ACTIVITY: Among the records below, find the line that has "const path = new Path2D();"; from there, give the lines again exactly, and stop after the line that has "[110,429,110,463,84,463,84,432]".

Collected data entries
:::
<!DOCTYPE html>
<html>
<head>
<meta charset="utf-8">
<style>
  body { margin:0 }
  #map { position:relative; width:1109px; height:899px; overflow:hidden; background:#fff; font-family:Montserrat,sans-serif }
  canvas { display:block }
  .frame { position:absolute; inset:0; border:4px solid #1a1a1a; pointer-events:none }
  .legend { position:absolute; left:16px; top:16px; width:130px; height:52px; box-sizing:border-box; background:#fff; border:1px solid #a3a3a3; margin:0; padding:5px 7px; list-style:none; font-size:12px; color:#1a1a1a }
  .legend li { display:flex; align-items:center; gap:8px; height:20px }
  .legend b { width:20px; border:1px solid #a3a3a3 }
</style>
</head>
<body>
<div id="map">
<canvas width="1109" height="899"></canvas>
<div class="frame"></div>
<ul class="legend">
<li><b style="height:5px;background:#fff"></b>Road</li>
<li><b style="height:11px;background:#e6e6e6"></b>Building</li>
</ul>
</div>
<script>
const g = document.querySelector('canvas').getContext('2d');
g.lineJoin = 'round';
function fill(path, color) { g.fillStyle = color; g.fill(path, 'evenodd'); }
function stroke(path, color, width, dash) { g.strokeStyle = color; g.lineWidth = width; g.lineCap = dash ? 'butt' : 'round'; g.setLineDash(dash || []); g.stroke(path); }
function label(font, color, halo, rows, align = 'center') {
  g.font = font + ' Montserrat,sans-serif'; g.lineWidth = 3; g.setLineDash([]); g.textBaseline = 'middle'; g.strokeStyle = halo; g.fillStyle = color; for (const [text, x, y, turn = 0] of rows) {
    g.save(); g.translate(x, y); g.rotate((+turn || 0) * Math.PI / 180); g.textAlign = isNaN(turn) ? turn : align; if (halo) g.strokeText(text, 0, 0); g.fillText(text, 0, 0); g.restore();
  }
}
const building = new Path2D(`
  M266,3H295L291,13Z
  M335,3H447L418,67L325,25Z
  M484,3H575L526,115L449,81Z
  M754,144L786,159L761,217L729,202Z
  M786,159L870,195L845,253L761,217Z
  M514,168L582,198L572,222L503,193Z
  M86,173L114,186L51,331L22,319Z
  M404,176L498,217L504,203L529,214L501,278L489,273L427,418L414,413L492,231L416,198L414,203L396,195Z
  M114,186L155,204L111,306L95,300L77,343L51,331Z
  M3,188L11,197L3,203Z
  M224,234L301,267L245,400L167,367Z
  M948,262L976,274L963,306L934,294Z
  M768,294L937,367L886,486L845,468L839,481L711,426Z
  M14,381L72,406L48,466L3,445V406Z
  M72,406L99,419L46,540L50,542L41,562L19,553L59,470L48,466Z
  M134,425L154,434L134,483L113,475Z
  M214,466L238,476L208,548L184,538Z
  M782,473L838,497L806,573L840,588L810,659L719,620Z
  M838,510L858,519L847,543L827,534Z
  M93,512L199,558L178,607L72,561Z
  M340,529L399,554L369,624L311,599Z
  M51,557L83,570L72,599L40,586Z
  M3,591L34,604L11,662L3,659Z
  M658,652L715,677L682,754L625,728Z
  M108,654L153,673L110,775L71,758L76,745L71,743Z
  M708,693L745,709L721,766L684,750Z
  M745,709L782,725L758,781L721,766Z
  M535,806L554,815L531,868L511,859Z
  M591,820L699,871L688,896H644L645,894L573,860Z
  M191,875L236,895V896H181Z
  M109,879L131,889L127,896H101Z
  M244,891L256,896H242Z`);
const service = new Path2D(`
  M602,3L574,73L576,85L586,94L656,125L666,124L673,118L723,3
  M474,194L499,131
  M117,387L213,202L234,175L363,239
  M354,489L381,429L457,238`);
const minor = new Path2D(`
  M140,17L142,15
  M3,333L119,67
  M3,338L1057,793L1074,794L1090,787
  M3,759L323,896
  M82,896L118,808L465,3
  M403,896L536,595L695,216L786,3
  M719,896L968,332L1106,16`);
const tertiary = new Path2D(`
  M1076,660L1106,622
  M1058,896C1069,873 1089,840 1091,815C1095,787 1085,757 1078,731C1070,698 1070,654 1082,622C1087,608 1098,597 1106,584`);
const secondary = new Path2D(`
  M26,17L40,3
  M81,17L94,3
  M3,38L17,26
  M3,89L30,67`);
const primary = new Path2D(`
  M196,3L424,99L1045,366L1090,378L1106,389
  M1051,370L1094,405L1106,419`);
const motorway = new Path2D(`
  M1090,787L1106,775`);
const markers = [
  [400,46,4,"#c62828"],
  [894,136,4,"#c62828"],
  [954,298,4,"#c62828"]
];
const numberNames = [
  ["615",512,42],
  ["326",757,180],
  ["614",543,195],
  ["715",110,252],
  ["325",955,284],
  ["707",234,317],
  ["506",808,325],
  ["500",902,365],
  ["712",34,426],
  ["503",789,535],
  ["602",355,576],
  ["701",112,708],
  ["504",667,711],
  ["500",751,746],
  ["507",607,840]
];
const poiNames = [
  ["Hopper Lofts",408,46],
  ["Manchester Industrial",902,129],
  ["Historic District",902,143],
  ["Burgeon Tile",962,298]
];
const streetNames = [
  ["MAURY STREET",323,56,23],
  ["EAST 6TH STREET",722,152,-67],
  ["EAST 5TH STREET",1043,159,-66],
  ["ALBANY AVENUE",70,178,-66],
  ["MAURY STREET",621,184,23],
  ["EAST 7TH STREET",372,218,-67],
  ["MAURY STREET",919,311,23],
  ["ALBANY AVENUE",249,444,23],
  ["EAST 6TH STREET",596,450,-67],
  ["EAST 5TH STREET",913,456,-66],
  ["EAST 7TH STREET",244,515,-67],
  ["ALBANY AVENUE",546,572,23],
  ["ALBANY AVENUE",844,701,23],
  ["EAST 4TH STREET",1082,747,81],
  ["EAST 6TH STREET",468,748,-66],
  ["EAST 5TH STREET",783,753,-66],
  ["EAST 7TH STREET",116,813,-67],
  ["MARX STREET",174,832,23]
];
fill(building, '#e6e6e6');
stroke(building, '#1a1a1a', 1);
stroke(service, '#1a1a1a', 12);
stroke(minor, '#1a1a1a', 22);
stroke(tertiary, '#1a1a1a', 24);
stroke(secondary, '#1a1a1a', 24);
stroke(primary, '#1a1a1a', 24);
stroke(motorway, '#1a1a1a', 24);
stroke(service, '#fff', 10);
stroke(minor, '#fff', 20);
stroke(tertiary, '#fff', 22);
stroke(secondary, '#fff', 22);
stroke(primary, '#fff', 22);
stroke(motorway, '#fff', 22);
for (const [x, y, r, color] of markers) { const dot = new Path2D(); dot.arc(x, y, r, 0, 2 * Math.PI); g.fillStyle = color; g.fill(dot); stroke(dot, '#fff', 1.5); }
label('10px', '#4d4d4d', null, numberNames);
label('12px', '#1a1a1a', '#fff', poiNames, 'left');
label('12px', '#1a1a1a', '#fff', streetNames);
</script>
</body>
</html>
:::
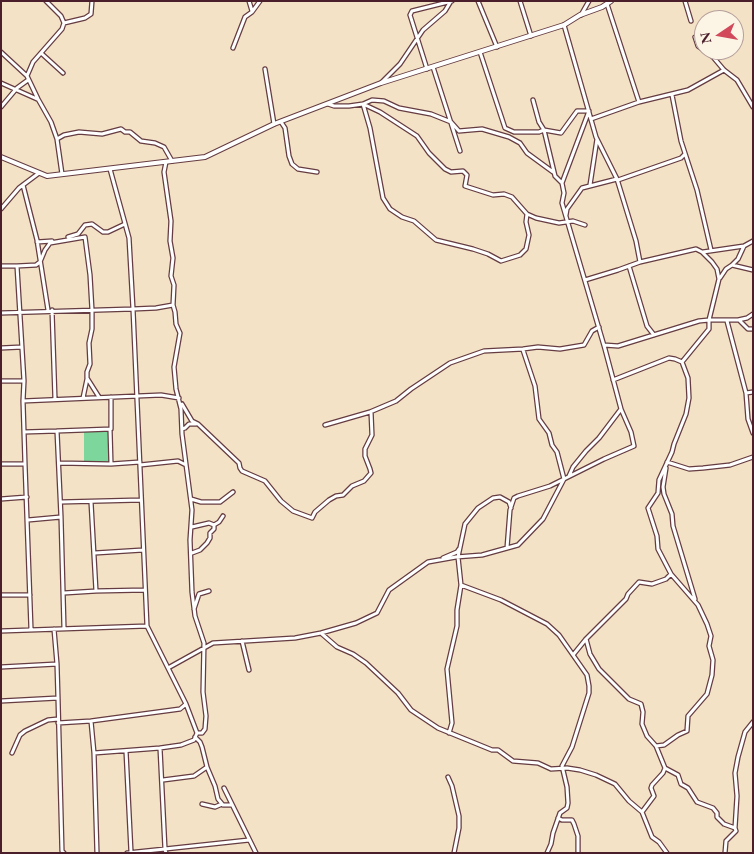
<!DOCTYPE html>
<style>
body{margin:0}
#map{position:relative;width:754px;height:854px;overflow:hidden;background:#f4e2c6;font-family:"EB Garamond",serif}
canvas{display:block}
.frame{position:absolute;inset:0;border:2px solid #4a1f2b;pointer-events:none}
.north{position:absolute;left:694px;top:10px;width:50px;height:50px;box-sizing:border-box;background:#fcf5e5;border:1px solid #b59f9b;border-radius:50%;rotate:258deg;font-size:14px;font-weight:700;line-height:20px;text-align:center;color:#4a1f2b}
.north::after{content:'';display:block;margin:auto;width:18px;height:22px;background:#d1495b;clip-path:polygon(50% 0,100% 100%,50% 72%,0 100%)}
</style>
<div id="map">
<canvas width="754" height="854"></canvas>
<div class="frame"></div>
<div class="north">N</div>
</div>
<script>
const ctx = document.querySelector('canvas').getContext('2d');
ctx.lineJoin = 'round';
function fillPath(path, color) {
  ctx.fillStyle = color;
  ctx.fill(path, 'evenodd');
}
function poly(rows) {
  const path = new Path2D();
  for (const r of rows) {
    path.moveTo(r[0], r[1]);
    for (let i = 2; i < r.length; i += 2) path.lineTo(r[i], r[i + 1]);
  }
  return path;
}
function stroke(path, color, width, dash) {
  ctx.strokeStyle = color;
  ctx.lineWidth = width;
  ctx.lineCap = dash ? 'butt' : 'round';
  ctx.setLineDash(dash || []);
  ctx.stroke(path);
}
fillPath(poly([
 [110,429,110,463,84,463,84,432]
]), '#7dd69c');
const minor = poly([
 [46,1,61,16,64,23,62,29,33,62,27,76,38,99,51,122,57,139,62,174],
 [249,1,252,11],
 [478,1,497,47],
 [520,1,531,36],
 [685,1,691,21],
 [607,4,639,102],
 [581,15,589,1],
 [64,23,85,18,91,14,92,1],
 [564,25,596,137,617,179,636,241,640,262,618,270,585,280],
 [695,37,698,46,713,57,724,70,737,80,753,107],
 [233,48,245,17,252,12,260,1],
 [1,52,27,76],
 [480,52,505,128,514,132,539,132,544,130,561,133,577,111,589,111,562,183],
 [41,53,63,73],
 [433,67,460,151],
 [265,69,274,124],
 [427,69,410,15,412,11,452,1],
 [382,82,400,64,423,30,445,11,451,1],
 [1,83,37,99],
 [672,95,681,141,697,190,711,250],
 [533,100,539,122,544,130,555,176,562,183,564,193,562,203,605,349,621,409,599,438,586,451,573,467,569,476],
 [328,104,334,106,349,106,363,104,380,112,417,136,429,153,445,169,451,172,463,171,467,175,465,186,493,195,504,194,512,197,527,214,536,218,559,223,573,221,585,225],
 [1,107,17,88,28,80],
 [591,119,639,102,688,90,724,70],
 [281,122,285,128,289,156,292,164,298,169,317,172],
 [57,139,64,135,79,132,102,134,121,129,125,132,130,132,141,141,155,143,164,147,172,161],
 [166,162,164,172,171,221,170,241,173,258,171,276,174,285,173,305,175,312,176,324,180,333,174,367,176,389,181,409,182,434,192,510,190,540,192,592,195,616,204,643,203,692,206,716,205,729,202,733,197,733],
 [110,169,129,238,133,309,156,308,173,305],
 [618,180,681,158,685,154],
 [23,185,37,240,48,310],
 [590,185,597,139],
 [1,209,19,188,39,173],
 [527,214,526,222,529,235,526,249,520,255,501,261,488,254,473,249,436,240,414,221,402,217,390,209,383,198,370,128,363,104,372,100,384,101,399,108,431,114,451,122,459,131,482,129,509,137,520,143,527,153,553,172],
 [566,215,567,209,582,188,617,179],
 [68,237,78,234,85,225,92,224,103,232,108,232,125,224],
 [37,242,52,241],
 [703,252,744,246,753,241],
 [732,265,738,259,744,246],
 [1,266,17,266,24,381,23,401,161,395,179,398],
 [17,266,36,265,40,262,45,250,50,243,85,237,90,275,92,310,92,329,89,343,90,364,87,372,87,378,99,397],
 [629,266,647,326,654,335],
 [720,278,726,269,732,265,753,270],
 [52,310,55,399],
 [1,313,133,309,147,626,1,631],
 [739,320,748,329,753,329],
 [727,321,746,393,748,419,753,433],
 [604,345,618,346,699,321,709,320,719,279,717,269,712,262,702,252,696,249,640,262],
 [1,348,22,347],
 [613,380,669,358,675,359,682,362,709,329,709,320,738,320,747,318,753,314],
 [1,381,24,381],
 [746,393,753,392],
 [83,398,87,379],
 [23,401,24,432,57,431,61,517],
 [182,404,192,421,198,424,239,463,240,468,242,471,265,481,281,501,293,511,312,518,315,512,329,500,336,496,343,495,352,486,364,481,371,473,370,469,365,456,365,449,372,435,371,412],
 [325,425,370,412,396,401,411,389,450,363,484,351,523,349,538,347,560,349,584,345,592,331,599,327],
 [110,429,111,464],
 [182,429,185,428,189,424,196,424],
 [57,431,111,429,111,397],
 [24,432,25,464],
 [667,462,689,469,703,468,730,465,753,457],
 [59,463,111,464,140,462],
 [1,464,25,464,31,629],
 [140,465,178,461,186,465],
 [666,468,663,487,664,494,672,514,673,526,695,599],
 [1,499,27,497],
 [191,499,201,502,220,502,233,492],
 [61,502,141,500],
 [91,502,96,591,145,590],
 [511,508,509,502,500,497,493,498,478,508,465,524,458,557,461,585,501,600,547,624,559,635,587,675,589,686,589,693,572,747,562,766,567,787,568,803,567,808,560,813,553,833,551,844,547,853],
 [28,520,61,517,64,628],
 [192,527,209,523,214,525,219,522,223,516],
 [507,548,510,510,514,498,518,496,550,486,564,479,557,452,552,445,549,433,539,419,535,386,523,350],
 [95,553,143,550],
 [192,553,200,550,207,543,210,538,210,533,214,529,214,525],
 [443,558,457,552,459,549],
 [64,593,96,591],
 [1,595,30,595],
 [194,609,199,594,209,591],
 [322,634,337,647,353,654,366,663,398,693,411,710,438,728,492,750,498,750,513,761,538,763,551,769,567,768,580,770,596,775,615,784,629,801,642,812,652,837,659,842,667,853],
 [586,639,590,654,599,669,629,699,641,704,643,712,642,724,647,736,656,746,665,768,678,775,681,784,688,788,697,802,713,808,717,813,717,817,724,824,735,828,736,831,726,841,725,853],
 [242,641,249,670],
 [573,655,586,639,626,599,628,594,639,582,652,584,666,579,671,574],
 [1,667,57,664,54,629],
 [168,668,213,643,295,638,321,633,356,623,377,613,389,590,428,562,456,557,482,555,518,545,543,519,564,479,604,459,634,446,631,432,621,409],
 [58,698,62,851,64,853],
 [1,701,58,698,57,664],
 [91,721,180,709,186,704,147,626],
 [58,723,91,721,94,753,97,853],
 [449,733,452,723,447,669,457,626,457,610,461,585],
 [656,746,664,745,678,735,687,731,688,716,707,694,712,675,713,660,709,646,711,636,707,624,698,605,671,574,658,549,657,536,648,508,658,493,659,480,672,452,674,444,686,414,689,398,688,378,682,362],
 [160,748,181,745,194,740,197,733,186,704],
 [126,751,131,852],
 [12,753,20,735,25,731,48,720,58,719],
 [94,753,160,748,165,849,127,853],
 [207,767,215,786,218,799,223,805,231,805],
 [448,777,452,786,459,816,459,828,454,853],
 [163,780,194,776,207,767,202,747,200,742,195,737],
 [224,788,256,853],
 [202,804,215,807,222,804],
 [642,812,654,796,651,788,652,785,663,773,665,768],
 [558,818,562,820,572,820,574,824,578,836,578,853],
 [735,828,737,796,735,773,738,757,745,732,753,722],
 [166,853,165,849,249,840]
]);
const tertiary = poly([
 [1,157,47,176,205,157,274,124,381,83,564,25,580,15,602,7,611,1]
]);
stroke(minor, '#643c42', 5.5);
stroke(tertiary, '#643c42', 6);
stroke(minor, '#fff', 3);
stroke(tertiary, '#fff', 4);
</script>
:::
ANSWER SECTION:
  const path = new Path2D();
  for (const r of rows) {
    path.moveTo(r[0], r[1]);
    for (let i = 2; i < r.length; i += 2) path.lineTo(r[i], r[i + 1]);
  }
  return path;
}
function stroke(path, color, width, dash) {
  ctx.strokeStyle = color;
  ctx.lineWidth = width;
  ctx.lineCap = dash ? 'butt' : 'round';
  ctx.setLineDash(dash || []);
  ctx.stroke(path);
}
fillPath(poly([
 [110,429,110,463,84,463,84,432]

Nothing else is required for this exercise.